Velo yang tangannya di genggam dengan hangat Tentu saja terkejut, dia menatap Ibunya Renata dengan tatapan bertanya yang tentu bisa dirasakan oleh ibunya Renata sendiri.
" Velo, sebenarnya ada banyak hal yang ingin aku bicarakan denganmu, tapi di banding membicarakan hal yang tidak begitu penting, aku akan mengatakan apa yang ingin sekali aku katakan padamu. Dengarkan baik-baik, Velo. " Ibunya Renata menatap Velo dengan tatapan serius.
" Satu hari sebelum Ibumu meninggal, aku sempat datang ke rumahmu karena ada beberapa data Ibumu yang kurang valid mengenai fasilitas kesehatan yang seharusnya dia dapatkan dengan gratis. Tapi begitu aku datang ke rumahmu, dia justru memintaku untuk tidak mengurus surat data dirinya, alasannya karena dia tahu benar tubuhnya tidak akan bertahan lama. Dia menangis memintaku untuk mengantarmu ke Ayahmu, tapi aku juga tahu bagaimana hubunganmu dengan Ayahmu makanya aku bimbang beberapa hari ini. "
" Bagaimana pendapatmu, Velo? "
Velo terdiam.
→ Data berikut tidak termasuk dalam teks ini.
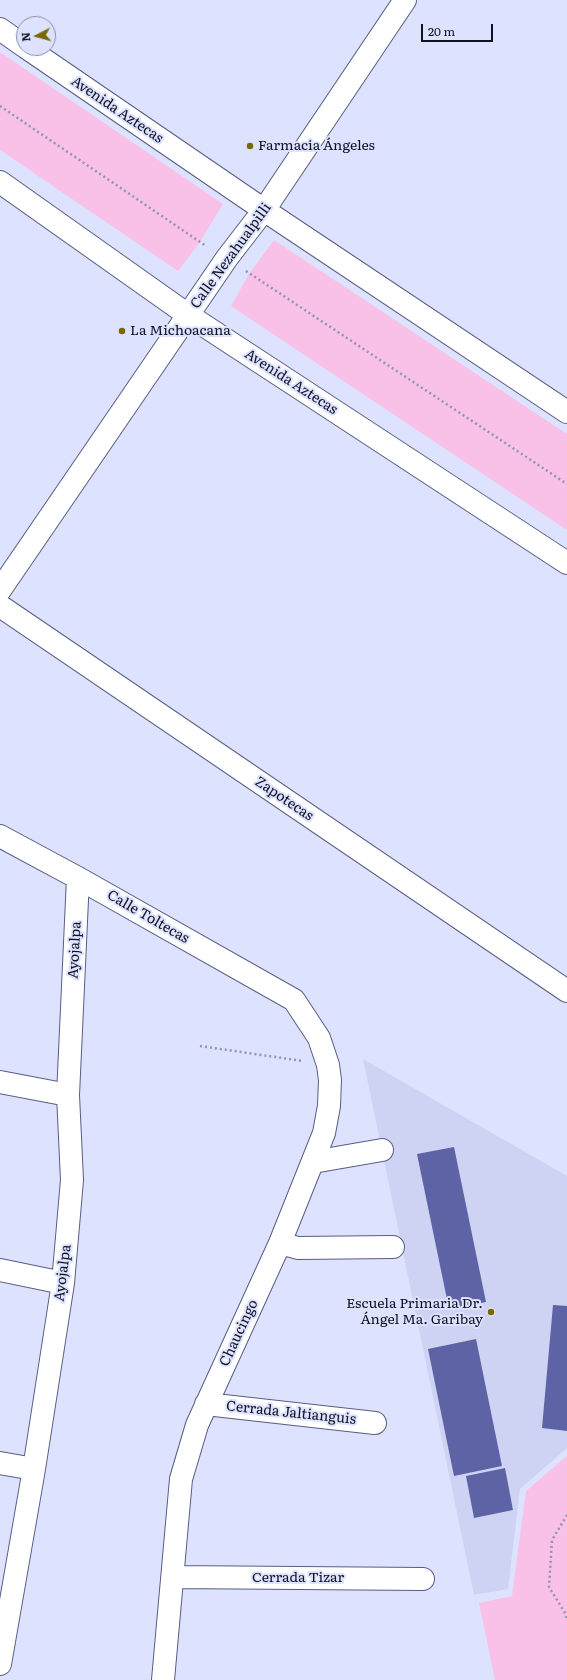 <!DOCTYPE html>
<meta charset="utf-8">
<style>
body{margin:0}
#map{position:relative;width:567px;height:1680px;overflow:hidden;background:#dde2fe;font-family:Literata,serif}
canvas{display:block}
.north{position:absolute;left:16px;top:16px;width:40px;height:40px;box-sizing:border-box;background:#dde2fe;border:1px solid #8b8fa6;border-radius:50%;rotate:264deg;font-size:11px;font-weight:700;line-height:16px;text-align:center;color:#101222}
.north::after{content:'';display:block;margin:auto;width:14px;height:18px;background:#786800;clip-path:polygon(50% 0,100% 100%,50% 72%,0 100%)}
.scale{position:absolute;left:421px;top:24px;width:72px;height:18px;box-sizing:border-box;border:2px solid #101222;border-top:0;padding-left:5px;font-size:12px;line-height:14px;white-space:nowrap;color:#101222;-webkit-text-stroke:3px #dde2fe;paint-order:stroke}
</style>
<div id="map">
<canvas width="567" height="1680"></canvas>
<div class="north">N</div>
<div class="scale">20 m</div>
</div>
<script>
const context = document.querySelector('canvas').getContext('2d');
context.lineJoin = 'round';
function fillPath(path, color) {
  context.fillStyle = color;
  context.fill(path, 'evenodd');
}
function trace(path, color, width, dash) {
  context.strokeStyle = color;
  context.lineWidth = width;
  context.lineCap = dash ? 'butt' : 'round';
  context.setLineDash(dash || []);
  context.stroke(path);
}
function drawText(font, color, halo, rows, align = 'center') {
  context.font = font + ' Literata,serif';
  context.lineWidth = 4;
  context.setLineDash([]);
  context.textBaseline = 'middle';
  context.strokeStyle = halo;
  context.fillStyle = color;
  for (const [text, x, y, turn = 0] of rows) {
    context.save();
    context.translate(x, y);
    context.rotate((+turn || 0) * Math.PI / 180);
    context.textAlign = isNaN(turn) ? turn : align;
    if (halo) context.strokeText(text, 0, 0);
    context.fillText(text, 0, 0);
    context.restore();
  }
}
fillPath(new Path2D(`
 M363,1059L567,1176V1448L520,1489L508,1589L474,1595Z`), '#ced3f3');
fillPath(new Path2D(`
 M0,52L223,204L200,242L178,271L0,150Z
 M274,240L567,434V530L231,306L249,274Z
 M567,1456V1680H495L479,1603L512,1596L526,1491Z`), '#f9c1e7');
fillPath(new Path2D(`
 M454,1147L486,1302L449,1309L417,1154Z
 M553,1305L567,1306V1431L542,1428Z
 M476,1339L502,1466L454,1476L428,1349Z
 M505,1468L513,1510L474,1518L466,1476Z`), '#5d63a4');
const minor = new Path2D(`
 M0,590L227,258L264,210L405,0
 M0,606L567,991
 M0,836L78,878L294,1000L319,1038L328,1065L330,1080L329,1106L324,1133L280,1243L197,1425L181,1479L163,1680
 M0,1082L68,1095
 M313,1162L382,1150
 M280,1243L298,1248L393,1247
 M0,1270L63,1283
 M206,1404L375,1423
 M0,1463L34,1469
 M173,1577L423,1579
 M0,1664L34,1469L63,1283L72,1180L68,1095L78,878`);
const major = new Path2D(`
 M0,29L24,46
 M27,48L264,210L567,412
 M0,182L188,315L567,563`);
trace(minor, '#585d85', 24);
trace(major, '#585d85', 24);
trace(new Path2D(`
 M0,106L206,246
 M246,271L567,484
 M200,1046L303,1061
 M567,1515L552,1540L549,1587L565,1613L567,1620`), '#9195ad', 2.5, [2, 3]);
trace(minor, '#fff', 22);
trace(major, '#fff', 22);
for (const [x, y, r, color] of [
 [250,146,4,"#786800"],
 [122,331,4,"#786800"],
 [491,1312,4,"#786800"]
]) {
  const dot = new Path2D();
  dot.arc(x, y, r, 0, 2 * Math.PI);
  context.fillStyle = color;
  context.fill(dot);
  trace(dot, '#dde2fe', 1.5);
}
drawText('14px', '#101222', '#dde2fe', [
 ["Avenida Aztecas",117,110,34],
 ["Calle Nezahualpilli",231,256,-54],
 ["Avenida Aztecas",291,382,33],
 ["Zapotecas",284,799,34],
 ["Calle Toltecas",148,917,30],
 ["Ayojalpa",75,950,-87],
 ["Ayojalpa",63,1273,-83],
 ["Chaucingo",239,1333,-65],
 ["Cerrada Jaltianguis",291,1413,6],
 ["Cerrada Tizar",298,1578]
]);
drawText('14px', '#101222', '#dde2fe', [
 ["Farmacia Ángeles",258,146],
 ["La Michoacana",130,331],
 ["Escuela Primaria Dr.",483,1304,"right"],
 ["Ángel Ma. Garibay",483,1320,"right"]
], 'left');
</script>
Tentu saja dia tidak tahu harus mengatakan apa, menetap di desa ada kepala desa yang ingin melecehkannya, pergi ke Ayahnya sudah pasti dia akan di usir dengan tidak berperasaan. Velo mencengkram kain baju yang ia gunakan, lalu menatap Ibunya Renata dengan tegas.
" Bibi, apakah aku boleh minta tolong kepada Bibi? "
" Tentu saja, katakan kau butuh apa? "
" Pinjamkan aku uang, Bibi. Aku akan pergi ke kota, aku akan hidup di kota, dan bersekolah di sana. "
Ibunya Renata terdiam karena dia terkejut.
" Bibi, nanti ketika aku sudah lulus sekolah menengah atas aku akan berkerja keras, aku akan mengembalikan semua uang yang aku pinjam. Aku bersumpah tidak akan mengingkari janjiku ini. "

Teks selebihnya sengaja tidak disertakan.